[[ Data to examine, beginning ]]

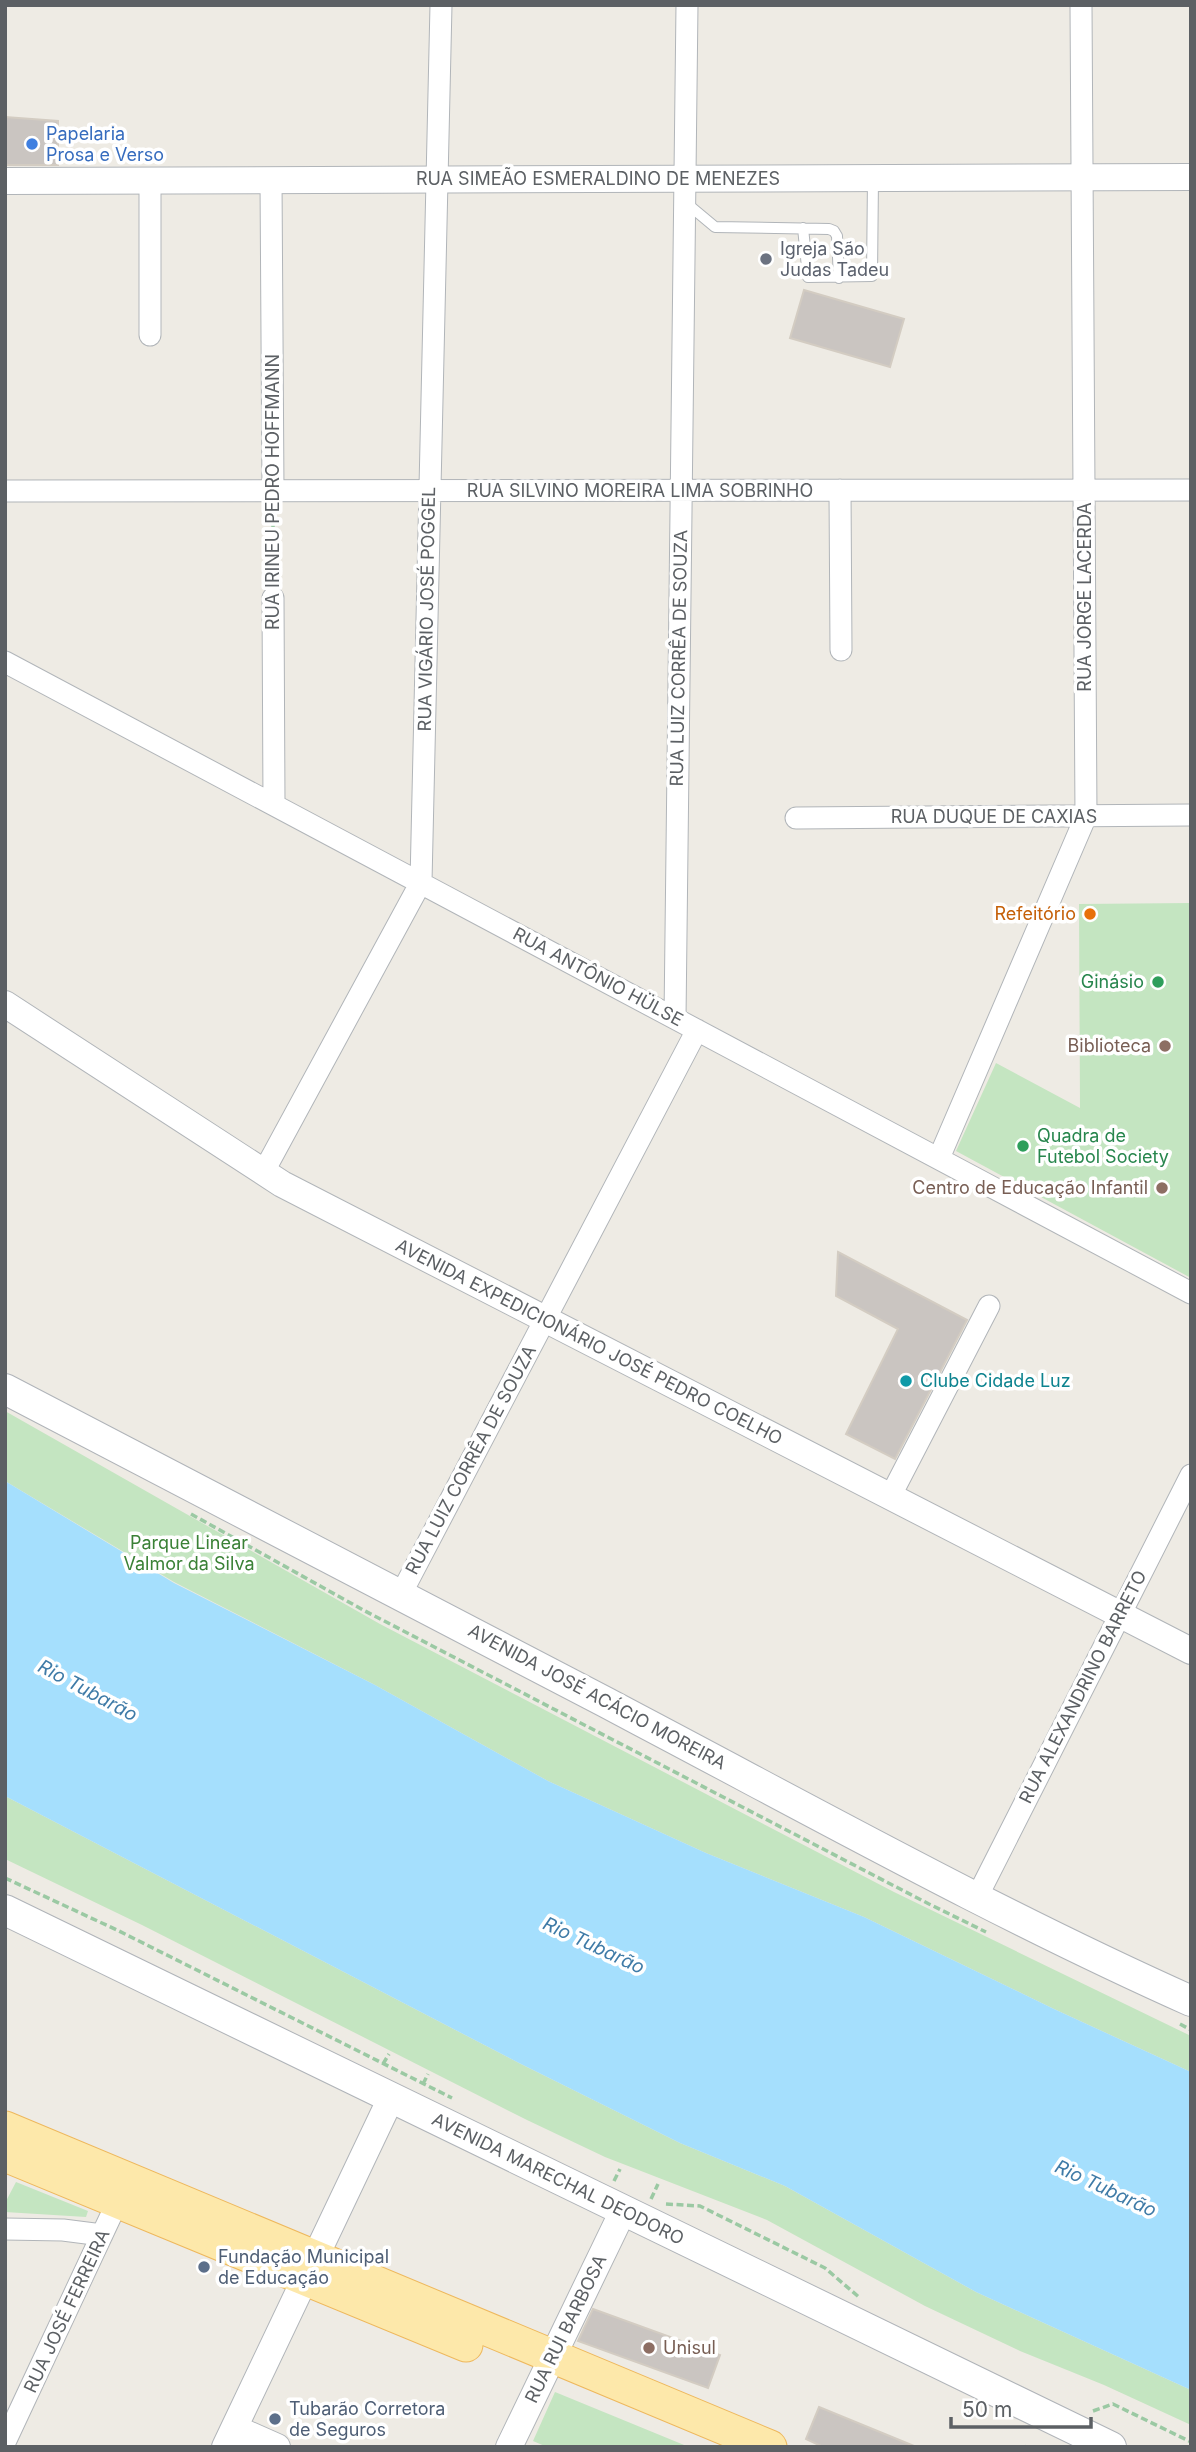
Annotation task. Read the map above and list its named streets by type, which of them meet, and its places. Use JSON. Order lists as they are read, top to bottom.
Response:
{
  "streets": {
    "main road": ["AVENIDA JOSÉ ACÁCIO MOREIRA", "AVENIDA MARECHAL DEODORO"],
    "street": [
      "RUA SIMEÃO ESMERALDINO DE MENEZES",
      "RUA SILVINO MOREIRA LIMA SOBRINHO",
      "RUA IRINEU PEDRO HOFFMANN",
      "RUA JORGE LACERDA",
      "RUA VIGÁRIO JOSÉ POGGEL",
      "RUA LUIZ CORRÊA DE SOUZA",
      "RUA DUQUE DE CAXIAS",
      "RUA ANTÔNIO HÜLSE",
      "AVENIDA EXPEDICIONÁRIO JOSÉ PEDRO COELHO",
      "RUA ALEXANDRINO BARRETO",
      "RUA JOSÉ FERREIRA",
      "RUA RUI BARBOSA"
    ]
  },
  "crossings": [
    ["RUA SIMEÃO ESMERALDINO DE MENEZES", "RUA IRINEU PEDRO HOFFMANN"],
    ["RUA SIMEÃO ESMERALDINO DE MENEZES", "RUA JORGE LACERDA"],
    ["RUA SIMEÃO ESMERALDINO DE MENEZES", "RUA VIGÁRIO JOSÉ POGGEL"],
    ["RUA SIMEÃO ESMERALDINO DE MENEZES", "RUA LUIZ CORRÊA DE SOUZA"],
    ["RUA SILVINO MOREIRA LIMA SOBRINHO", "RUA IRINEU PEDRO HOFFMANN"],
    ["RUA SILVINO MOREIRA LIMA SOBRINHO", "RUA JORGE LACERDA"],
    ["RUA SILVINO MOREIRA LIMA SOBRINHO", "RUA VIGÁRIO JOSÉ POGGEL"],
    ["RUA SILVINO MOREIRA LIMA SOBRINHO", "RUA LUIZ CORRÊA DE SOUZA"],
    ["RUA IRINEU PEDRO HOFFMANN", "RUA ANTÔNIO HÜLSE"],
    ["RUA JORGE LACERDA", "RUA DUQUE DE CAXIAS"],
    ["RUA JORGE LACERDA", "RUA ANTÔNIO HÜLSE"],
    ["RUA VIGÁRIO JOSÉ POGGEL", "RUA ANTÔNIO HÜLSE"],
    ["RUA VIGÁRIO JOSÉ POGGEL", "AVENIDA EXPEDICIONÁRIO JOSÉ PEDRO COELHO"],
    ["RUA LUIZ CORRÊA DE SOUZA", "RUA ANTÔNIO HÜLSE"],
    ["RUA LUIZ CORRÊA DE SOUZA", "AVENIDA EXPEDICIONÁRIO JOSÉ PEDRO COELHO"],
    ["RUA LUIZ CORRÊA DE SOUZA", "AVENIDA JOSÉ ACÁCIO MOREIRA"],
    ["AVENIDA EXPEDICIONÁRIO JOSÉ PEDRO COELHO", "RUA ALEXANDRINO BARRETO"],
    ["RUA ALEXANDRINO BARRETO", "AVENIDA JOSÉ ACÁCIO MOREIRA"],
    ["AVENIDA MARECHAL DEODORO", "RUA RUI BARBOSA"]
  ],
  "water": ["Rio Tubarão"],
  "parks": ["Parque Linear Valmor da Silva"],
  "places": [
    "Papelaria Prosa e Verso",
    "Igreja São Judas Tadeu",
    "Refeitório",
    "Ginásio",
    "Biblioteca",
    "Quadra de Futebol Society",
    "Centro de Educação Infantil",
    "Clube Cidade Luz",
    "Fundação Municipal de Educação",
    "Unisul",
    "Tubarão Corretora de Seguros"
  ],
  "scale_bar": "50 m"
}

[[ Data to examine, end ]]
[[ Data to examine, beginning ]]

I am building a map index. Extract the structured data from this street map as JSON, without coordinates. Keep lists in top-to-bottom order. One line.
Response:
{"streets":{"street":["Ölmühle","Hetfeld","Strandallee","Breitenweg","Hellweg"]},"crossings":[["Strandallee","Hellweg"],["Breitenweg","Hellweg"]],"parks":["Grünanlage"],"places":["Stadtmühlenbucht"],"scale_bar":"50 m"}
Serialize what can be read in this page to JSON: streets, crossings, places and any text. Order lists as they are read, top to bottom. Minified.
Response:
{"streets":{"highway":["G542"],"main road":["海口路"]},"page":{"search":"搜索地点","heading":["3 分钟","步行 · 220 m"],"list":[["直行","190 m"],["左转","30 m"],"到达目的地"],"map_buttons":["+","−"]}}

[[ Data to examine, end ]]
[[ Data to examine, beginning ]]

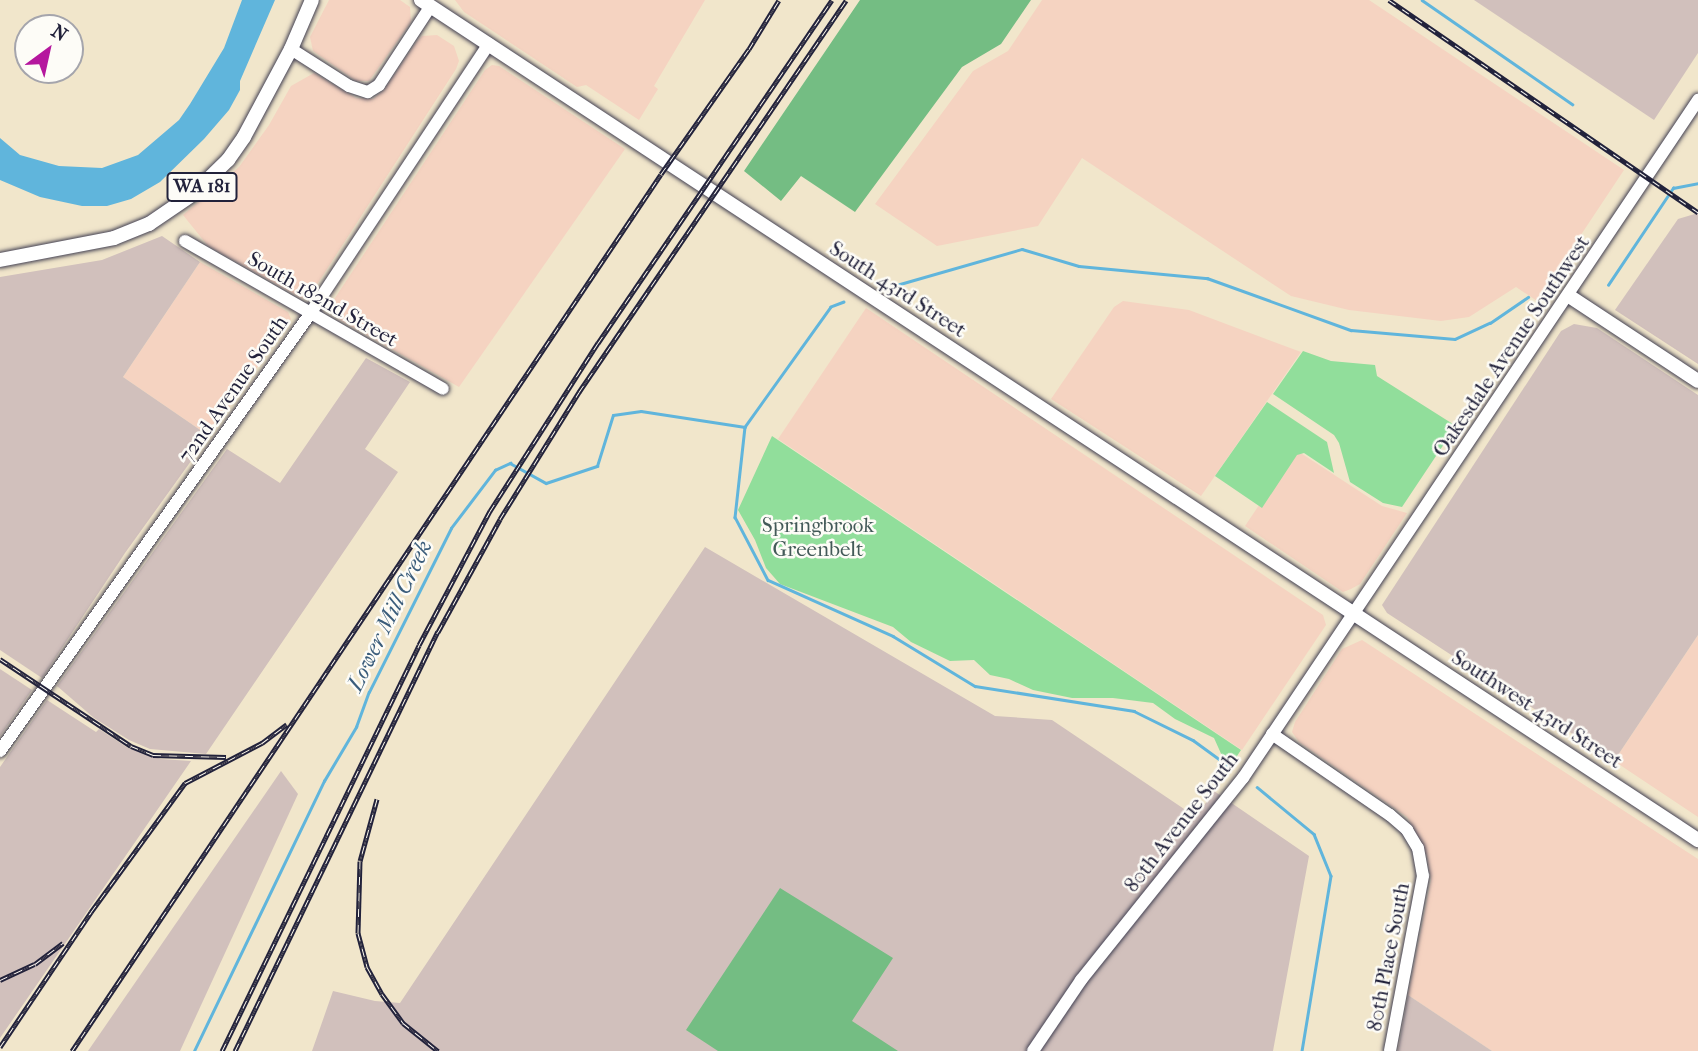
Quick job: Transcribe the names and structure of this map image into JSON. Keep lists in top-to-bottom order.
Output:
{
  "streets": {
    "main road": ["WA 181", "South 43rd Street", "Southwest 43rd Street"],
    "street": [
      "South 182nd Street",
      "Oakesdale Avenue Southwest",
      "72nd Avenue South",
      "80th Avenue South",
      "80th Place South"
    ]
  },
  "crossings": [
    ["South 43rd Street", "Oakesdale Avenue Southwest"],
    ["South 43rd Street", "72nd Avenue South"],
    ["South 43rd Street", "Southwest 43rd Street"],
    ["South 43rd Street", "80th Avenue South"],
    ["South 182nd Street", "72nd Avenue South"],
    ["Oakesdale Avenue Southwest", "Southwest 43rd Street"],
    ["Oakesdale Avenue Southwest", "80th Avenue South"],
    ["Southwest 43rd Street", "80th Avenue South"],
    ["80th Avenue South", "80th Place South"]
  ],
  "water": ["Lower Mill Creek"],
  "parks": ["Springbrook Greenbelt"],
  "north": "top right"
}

[[ Data to examine, end ]]

◆ What the task asks ◆
Check every line of the entries above for the word "they" and report how many lines contain it, giving the number only.

◆ Answer below ◆
2